▸ **Task to complete**:
The data must be reproduced verbatim; images are to be omitted.

▸ **Dataset records**:
----
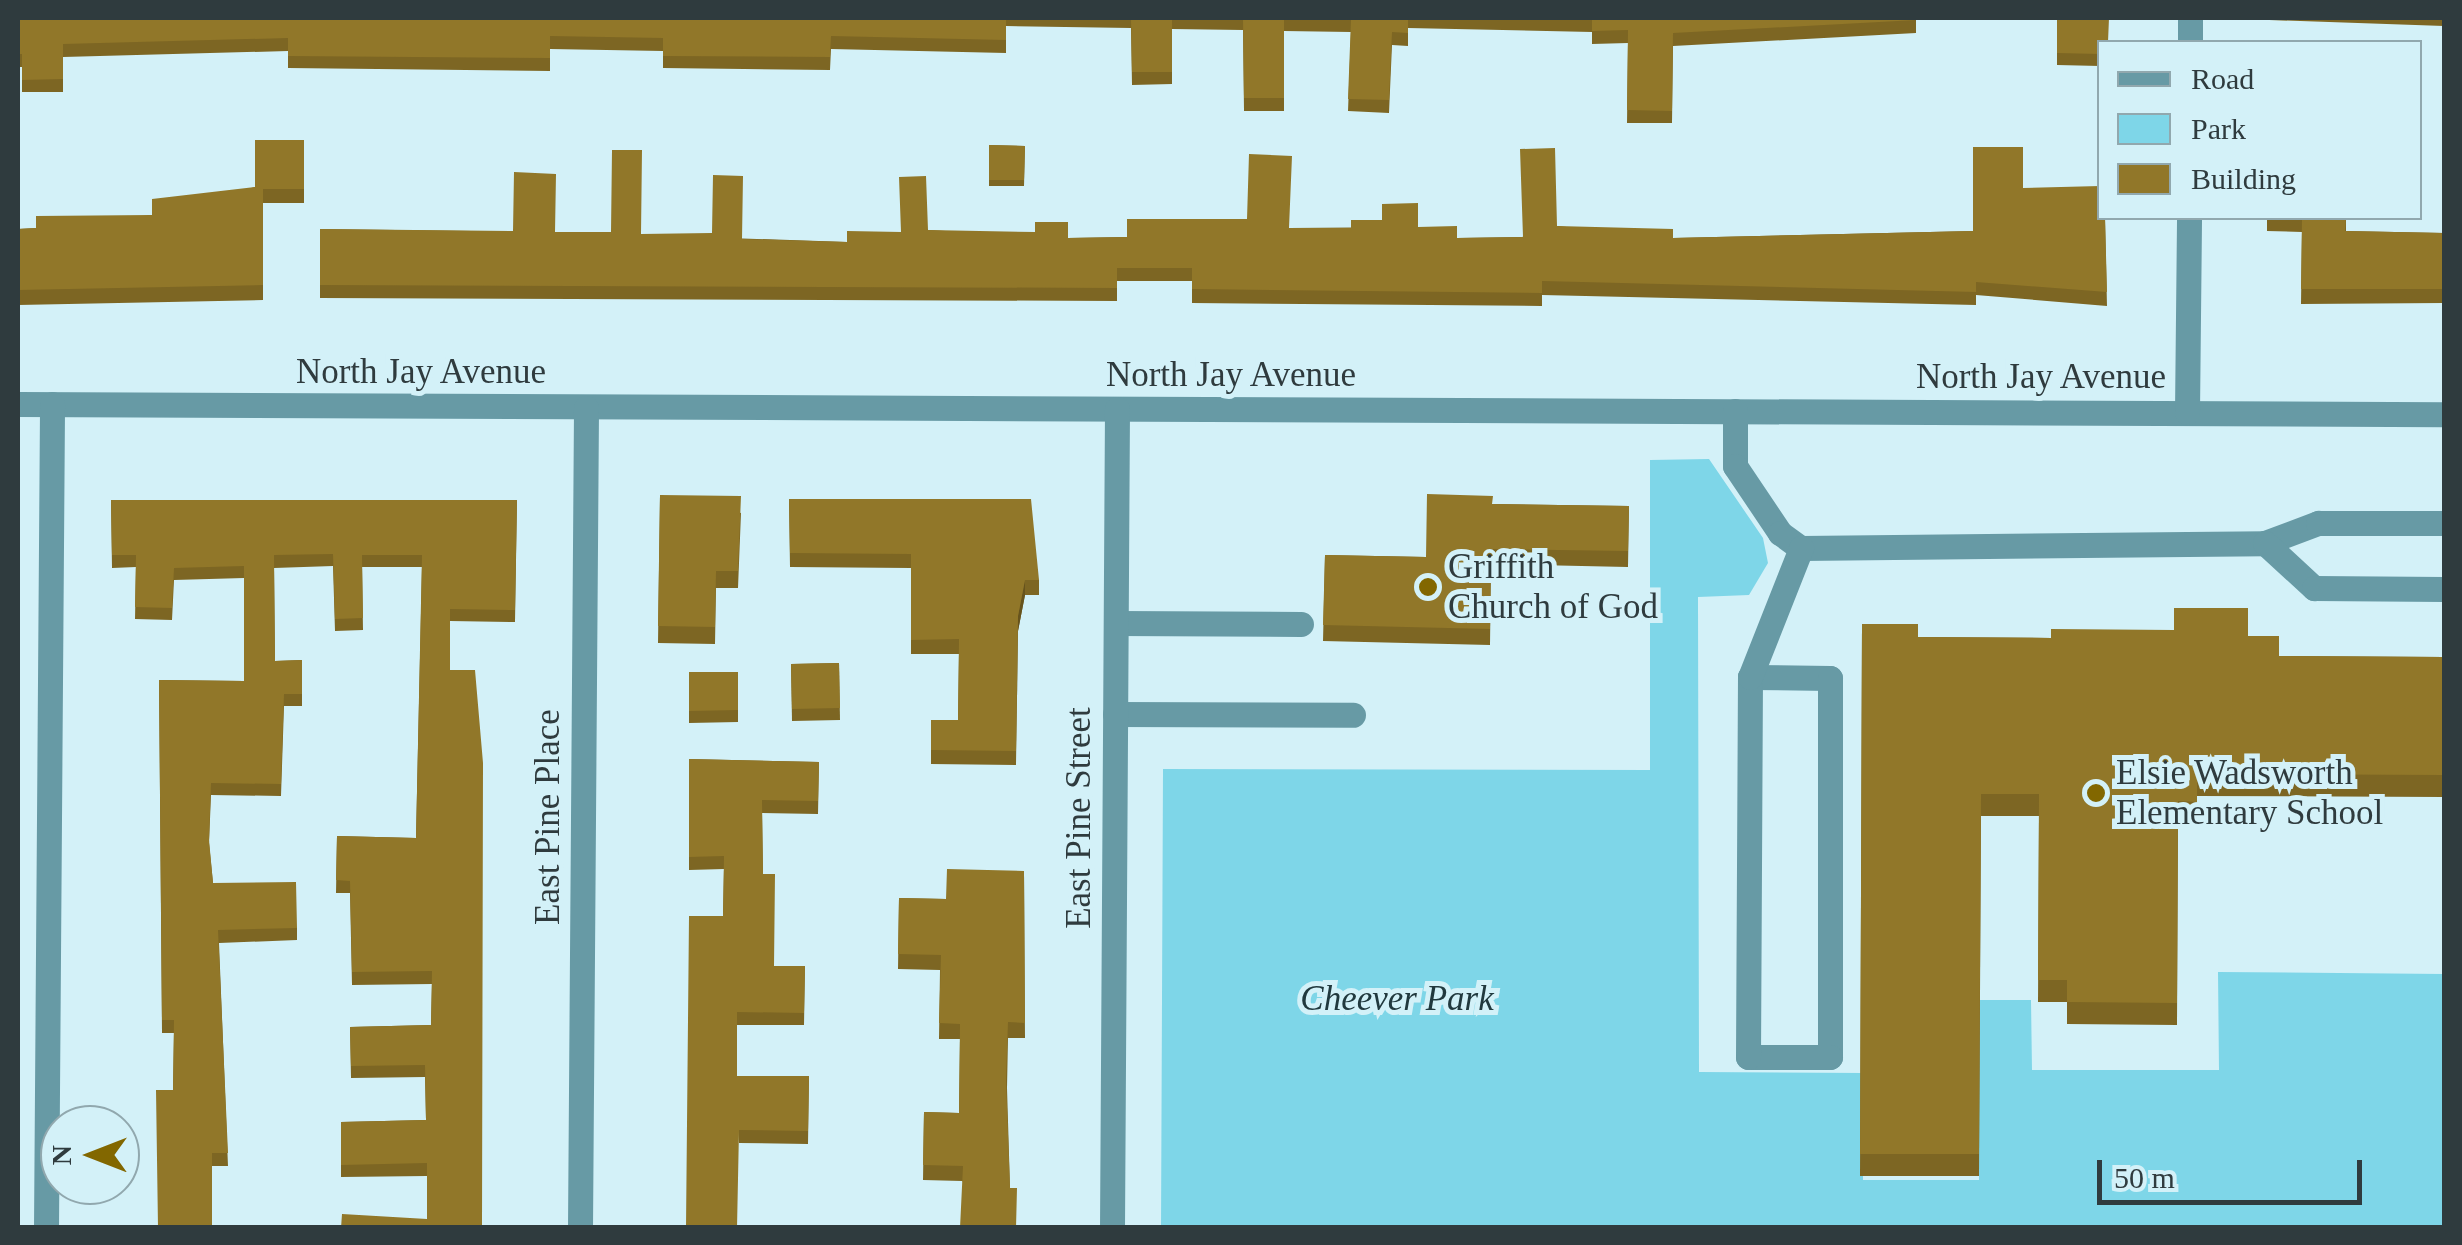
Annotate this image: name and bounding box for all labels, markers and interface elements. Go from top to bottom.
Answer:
legend [2097,40,2422,220]
text: Road [2191,62,2254,95]
text: Park [2191,112,2246,145]
text: Building [2191,162,2296,195]
street label: North Jay Avenue [295,351,547,393]
street label: North Jay Avenue [1105,354,1357,396]
street label: North Jay Avenue [1915,356,2167,398]
place label: Griffith Church of God [1448,546,1658,628]
marker: Griffith Church of God [1417,576,1439,598]
street label: East Pine Street [1058,707,1100,929]
street label: East Pine Place [527,709,569,925]
place label: Elsie Wadsworth Elementary School [2116,752,2383,834]
marker: Elsie Wadsworth Elementary School [2085,782,2107,804]
park label: Cheever Park [1300,978,1494,1020]
north arrow [40,1105,140,1205]
scale bar [2102,1140,2367,1202]
text: N [46,1145,77,1165]
text: 50 m [2114,1161,2175,1194]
----
▸ **Answer section**:
Annotate this image: name and bounding box for all labels, markers and interface elements. Go from top to bottom.
Answer:
legend [2097,40,2422,220]
text: Road [2191,62,2254,95]
text: Park [2191,112,2246,145]
text: Building [2191,162,2296,195]
street label: North Jay Avenue [295,351,547,393]
street label: North Jay Avenue [1105,354,1357,396]
street label: North Jay Avenue [1915,356,2167,398]
place label: Griffith Church of God [1448,546,1658,628]
marker: Griffith Church of God [1417,576,1439,598]
street label: East Pine Street [1058,707,1100,929]
street label: East Pine Place [527,709,569,925]
place label: Elsie Wadsworth Elementary School [2116,752,2383,834]
marker: Elsie Wadsworth Elementary School [2085,782,2107,804]
park label: Cheever Park [1300,978,1494,1020]
north arrow [40,1105,140,1205]
scale bar [2102,1140,2367,1202]
text: N [46,1145,77,1165]
text: 50 m [2114,1161,2175,1194]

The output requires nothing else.